“Hey, you got any tickets you want to sell?” asked the scalper as I walked with my family towards the entrance of the Bradley Center in Milwaukee.
“How much?” I asked jokingly. When the scalper asked me where I was sitting, I told him fifth row center court, which are apparently amazing seats because when he told me how much he would pay me for my tickets, it took my breath away.
“I’ll give $2,000 cash for all four tickets.”
$2,000 for tickets I received as a gift from Dove Men’s Care + to enjoy with my family! That’s 2,000% profit! $2,000 is a trip, a real trip to someplace with characters and warm weather and $10 hamburgers. $2,000 is a new bathroom for the kids. $2,000 is the Bose insane sounding thingy that I always play with at Best Buy. $2,000 is a lot of found money for something my son is only moderately interested in watching.
“You got it,” said the red devil on my shoulder.
“Don’t you do it,” said the white devil on the other shoulder
“Dude, shut up, this is too large, we are taking this dude’s money and heading south!”
“It’s a gift, you can’t sell a gift. What kind of example would that be to the boy,” the white devil said.
Before the red devil could answer WIFE cut him off and said, “come on we’re going to the game!”
With that, we marched into the Bradley Center to watch Michigan take on Texas.
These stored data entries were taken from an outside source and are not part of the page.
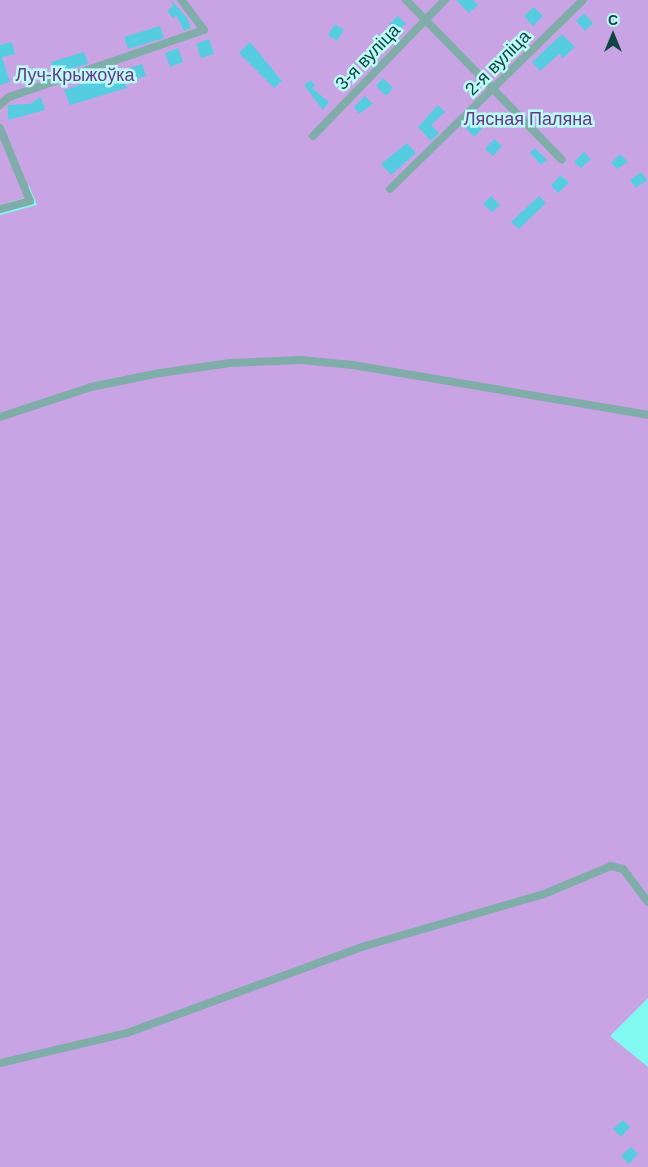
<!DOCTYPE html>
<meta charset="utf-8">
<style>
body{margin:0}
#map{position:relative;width:648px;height:1167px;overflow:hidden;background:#81f8f0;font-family:Arial,sans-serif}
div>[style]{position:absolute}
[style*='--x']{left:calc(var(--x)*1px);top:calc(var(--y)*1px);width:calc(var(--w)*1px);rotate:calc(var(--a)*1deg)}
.green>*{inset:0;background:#c9a4e5}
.building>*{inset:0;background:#55cce0}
.minor>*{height:8px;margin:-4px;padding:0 4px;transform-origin:4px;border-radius:4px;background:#80adaa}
span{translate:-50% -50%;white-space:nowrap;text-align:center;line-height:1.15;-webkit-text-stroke:5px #bbfcf7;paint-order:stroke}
.street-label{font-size:18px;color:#104543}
.park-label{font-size:18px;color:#693689}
.north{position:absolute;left:588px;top:10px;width:50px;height:50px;-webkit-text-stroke:4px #bbfcf7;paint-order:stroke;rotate:0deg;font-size:14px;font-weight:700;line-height:20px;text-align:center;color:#104543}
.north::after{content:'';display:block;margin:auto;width:18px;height:22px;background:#104543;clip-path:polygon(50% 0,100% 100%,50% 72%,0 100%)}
</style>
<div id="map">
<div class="green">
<i style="clip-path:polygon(0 0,648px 0,648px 998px,610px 1036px,648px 1067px,648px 1167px,0 1167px,0 215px,37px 205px,29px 185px,24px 198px,0 205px)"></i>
</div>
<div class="building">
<i style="clip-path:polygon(171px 0,187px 18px,191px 28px,184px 31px,176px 15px,173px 18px,167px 11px,173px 6px)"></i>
<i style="clip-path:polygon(456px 0,473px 0,478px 5px,469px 13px)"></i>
<i style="clip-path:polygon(534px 7px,543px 16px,533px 26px,524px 16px)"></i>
<i style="clip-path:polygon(584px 13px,593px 23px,585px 31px,576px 21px)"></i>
<i style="clip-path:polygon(398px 16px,406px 24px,397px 33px,389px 24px)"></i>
<i style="clip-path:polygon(335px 24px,344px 30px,337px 41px,328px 35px)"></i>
<i style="clip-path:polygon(160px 26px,164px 38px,128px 49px,124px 37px)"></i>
<i style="clip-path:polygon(562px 34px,575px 47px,563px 58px,559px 54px,540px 71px,532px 62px)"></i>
<i style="clip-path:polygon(209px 39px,214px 54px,201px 58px,196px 44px)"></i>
<i style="clip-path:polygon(12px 42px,15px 54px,2px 57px,10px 82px,0 85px,0 45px)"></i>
<i style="clip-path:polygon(250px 42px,282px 81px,274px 88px,239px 53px)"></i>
<i style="clip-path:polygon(178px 48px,183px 62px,170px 67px,165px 53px)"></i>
<i style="clip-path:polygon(84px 52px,88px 64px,55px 73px,51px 62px)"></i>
<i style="clip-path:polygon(142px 64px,146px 76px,125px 83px,127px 88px,70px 105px,64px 90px)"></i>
<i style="clip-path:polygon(383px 78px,393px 88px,386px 96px,376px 86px)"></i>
<i style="clip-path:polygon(311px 80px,315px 86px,312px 88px,329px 102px,323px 110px,304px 85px)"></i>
<i style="clip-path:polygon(365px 96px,373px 104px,359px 114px,354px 107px)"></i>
<i style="clip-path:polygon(41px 97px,45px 110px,8px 120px,8px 105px,30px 104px)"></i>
<i style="clip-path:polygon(438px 105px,445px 112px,431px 125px,439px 133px,431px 141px,418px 127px)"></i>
<i style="clip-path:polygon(474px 120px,482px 129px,474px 137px,466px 128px)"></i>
<i style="clip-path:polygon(494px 139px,502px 146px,493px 156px,485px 149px)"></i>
<i style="clip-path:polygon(407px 143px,416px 153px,391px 175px,381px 164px)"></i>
<i style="clip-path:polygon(535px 148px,547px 160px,541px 165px,530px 153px)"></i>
<i style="clip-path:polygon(584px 152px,591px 159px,581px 168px,574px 162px)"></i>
<i style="clip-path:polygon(620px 154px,628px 162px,617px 169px,611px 163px)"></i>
<i style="clip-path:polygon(641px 172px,647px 180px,636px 188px,630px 180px)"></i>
<i style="clip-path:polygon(561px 175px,569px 183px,558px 193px,551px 185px)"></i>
<i style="clip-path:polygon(491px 196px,500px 205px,492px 212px,483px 204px)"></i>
<i style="clip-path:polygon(539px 196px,546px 203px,519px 229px,511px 222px)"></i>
<i style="clip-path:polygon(623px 1120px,630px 1127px,621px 1137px,613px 1129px)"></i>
<i style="clip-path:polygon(631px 1147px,638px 1154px,629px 1164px,621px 1156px)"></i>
</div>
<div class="minor">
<i style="--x:406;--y:0;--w:223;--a:45.7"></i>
<i style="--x:0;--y:105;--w:12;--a:-42"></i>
<i style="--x:9;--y:97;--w:206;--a:-19"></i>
<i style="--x:204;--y:30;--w:38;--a:-127"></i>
<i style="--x:0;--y:128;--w:79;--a:67.7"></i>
<i style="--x:30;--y:201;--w:31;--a:165"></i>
<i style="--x:313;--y:136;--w:190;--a:-45.9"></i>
<i style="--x:390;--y:189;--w:270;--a:-44.4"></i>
<i style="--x:0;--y:417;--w:96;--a:-18.2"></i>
<i style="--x:91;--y:387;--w:70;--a:-11.5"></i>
<i style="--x:160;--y:373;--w:71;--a:-8.1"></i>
<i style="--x:230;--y:363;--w:71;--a:-2.4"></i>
<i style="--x:301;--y:360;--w:52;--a:5.5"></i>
<i style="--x:353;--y:365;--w:299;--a:9.6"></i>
<i style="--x:0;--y:1063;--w:130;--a:-13.3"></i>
<i style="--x:127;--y:1033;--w:253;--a:-20.1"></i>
<i style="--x:365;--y:946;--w:186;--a:-16.2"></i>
<i style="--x:544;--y:894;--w:73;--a:-22.7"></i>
<i style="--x:611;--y:866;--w:12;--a:14"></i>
<i style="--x:623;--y:869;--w:41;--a:52.9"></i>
</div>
<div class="street-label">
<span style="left:368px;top:57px;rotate:-46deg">3-я вуліца</span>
<span style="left:498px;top:63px;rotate:-45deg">2-я вуліца</span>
</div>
<div class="park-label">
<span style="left:75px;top:75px">Луч-Крыжоўка</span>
<span style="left:528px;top:119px">Лясная Паляна</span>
</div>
<div class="north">С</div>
</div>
As I mentioned, my son wasn’t super excited about the whole thing. However, we had three generations of family together to watch the game: my father-in-law, my wife and the boy. If we could at least get a picture of the three of them smiling, it would be worth the drive.
As we walked through security and they made us throw away the signs my son had spent an hour making, the “oh sh*t alarm” went off in my head. Sirens blaring in my brain “WARNING, this is going to suck, WARNING, WARNING, you just blew $2,000, WARNING.”
Instead of crying (which is the usual reaction) the boy let it go, he was already looking around at the stadium with wide eyes. Though it was our first time to a March Madness game, this was his first time to an event of this magnitude and the smile on his face showed it.
Experiencing the games, the music, the cheering, and the food all through his little eyes made the games more magical that we could have ever predicted. We yelled, sang, jumped up and down, shoved popcorn into our mouths and high fived each other for hours. When it was finally over not only did we get the picture I had hoped for, but new memories that will last us a lifetime.
Admittedly $2,000 would have been nice to have, but the memories we made are worth much more than $2,000 and those will never go away.